*What the task requires*. In the listing below, count the lines containing the string "absolute" and state only the number.

*Data for the task*.

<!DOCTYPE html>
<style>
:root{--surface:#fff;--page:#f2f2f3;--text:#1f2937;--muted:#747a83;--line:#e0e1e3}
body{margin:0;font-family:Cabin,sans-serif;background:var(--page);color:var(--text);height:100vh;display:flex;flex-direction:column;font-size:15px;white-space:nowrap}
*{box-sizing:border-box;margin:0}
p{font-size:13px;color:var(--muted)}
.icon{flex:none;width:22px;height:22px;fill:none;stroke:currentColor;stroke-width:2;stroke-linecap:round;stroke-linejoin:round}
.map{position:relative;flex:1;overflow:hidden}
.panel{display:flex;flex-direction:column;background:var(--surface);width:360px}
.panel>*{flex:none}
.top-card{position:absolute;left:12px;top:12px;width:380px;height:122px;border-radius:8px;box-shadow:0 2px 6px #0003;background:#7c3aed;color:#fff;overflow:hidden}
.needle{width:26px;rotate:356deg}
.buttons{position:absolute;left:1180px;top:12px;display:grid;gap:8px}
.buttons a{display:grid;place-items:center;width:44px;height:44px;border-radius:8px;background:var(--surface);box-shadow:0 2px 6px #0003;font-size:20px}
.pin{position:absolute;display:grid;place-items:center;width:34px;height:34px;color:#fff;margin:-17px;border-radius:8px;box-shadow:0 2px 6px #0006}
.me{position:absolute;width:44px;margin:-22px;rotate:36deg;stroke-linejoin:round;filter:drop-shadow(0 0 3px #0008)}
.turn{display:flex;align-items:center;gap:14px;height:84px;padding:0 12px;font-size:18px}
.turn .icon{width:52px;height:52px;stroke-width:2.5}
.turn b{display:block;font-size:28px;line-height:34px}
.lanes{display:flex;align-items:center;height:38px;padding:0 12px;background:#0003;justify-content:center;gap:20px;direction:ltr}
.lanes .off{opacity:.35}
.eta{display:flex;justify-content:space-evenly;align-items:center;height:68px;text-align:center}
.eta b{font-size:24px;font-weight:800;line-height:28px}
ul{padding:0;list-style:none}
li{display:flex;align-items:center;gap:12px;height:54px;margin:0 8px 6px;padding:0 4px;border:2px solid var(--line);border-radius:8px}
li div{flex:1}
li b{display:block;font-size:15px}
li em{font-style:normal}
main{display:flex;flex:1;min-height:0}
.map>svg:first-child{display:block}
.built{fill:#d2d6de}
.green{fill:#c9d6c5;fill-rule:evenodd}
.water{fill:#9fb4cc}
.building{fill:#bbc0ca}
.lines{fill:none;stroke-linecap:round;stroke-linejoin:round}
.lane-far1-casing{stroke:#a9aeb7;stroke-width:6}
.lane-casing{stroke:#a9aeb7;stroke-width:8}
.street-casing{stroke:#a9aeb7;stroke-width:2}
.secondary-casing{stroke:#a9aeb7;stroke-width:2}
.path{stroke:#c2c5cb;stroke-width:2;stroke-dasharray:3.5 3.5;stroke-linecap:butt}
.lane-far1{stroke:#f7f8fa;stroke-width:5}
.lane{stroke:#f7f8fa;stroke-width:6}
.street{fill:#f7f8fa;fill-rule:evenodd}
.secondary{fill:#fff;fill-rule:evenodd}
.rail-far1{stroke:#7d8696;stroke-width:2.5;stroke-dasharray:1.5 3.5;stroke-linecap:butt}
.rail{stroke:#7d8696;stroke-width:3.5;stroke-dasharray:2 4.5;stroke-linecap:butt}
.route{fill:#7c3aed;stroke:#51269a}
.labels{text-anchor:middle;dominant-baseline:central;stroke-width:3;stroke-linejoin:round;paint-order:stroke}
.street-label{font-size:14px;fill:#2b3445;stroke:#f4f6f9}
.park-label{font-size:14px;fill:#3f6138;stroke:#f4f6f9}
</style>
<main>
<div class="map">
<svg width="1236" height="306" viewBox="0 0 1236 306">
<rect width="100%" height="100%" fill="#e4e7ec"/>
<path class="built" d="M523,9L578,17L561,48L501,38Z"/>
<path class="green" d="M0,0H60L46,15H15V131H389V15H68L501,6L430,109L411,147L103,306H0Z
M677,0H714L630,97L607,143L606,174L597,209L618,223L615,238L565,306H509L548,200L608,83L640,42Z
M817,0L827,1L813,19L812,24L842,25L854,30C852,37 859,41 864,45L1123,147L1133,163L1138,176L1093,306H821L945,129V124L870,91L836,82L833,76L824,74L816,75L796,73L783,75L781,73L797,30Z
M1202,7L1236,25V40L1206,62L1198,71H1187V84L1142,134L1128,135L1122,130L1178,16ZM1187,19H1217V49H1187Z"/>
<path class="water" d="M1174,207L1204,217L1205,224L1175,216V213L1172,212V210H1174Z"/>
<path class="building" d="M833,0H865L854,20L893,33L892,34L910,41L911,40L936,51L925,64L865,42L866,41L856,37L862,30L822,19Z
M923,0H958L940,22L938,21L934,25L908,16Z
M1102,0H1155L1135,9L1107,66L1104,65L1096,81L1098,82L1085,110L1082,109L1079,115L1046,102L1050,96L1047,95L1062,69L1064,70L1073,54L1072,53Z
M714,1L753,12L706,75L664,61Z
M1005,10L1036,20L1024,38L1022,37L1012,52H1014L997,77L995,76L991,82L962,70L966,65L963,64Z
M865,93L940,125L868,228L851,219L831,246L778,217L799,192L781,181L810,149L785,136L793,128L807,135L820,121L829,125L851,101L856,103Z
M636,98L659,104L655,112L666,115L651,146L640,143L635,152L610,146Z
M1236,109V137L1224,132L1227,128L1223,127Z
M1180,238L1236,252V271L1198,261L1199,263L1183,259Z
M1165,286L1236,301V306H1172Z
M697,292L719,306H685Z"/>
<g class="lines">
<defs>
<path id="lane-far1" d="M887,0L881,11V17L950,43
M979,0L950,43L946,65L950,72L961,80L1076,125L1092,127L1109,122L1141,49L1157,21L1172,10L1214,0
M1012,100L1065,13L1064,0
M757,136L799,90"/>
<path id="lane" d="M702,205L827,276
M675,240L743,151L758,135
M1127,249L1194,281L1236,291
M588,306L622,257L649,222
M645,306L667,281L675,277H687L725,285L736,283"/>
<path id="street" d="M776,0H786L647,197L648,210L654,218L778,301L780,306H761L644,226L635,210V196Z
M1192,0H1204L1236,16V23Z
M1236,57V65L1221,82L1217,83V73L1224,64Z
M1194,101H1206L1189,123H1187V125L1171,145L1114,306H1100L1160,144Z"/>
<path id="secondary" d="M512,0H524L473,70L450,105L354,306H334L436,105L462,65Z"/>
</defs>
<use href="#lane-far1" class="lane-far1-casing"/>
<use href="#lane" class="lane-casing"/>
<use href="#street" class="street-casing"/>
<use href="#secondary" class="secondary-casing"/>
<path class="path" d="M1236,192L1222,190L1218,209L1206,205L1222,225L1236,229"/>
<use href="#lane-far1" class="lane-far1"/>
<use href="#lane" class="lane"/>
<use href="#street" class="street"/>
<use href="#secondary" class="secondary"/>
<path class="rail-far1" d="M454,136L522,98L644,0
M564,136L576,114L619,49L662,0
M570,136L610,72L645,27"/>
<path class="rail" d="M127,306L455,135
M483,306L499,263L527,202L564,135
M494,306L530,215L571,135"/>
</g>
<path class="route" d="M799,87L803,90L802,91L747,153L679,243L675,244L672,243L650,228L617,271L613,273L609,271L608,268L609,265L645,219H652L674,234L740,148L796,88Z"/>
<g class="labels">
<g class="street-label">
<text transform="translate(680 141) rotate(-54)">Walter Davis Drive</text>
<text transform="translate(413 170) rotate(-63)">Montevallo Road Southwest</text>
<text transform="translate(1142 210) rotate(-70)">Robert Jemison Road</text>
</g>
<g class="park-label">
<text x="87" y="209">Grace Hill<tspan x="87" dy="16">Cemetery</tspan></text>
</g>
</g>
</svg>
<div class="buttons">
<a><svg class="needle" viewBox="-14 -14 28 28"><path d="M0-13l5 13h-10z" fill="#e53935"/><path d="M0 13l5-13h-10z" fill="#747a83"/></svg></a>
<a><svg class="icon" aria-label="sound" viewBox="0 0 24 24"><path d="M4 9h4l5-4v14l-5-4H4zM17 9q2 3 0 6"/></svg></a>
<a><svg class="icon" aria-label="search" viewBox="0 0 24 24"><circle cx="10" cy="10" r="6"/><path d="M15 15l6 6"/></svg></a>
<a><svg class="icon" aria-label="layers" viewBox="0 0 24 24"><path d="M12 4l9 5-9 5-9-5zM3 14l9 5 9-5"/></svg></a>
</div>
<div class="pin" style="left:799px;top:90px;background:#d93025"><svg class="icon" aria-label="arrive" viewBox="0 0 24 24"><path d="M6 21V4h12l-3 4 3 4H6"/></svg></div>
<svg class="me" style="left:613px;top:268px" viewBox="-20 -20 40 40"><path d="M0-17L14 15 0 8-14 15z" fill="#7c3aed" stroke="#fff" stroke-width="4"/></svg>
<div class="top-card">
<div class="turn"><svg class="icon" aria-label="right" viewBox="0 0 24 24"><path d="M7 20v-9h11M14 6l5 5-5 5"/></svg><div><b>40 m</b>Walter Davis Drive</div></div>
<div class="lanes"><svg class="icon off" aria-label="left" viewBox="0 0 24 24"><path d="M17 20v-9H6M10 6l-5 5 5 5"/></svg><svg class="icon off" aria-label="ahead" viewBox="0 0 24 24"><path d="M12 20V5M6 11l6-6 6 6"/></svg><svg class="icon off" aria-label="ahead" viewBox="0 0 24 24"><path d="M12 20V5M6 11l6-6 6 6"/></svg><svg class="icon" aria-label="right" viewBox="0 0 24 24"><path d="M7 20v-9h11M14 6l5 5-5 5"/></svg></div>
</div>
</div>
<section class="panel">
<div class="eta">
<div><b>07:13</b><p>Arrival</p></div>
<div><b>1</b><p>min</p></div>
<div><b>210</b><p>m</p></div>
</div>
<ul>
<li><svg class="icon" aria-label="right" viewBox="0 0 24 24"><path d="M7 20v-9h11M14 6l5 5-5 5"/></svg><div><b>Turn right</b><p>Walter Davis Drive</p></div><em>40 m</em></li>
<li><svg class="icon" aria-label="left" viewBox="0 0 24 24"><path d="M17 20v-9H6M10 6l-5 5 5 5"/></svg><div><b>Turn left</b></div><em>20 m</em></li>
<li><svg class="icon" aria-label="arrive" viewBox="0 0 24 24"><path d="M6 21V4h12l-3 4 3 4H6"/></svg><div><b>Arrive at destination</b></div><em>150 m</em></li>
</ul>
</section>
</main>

*Final answer*. 4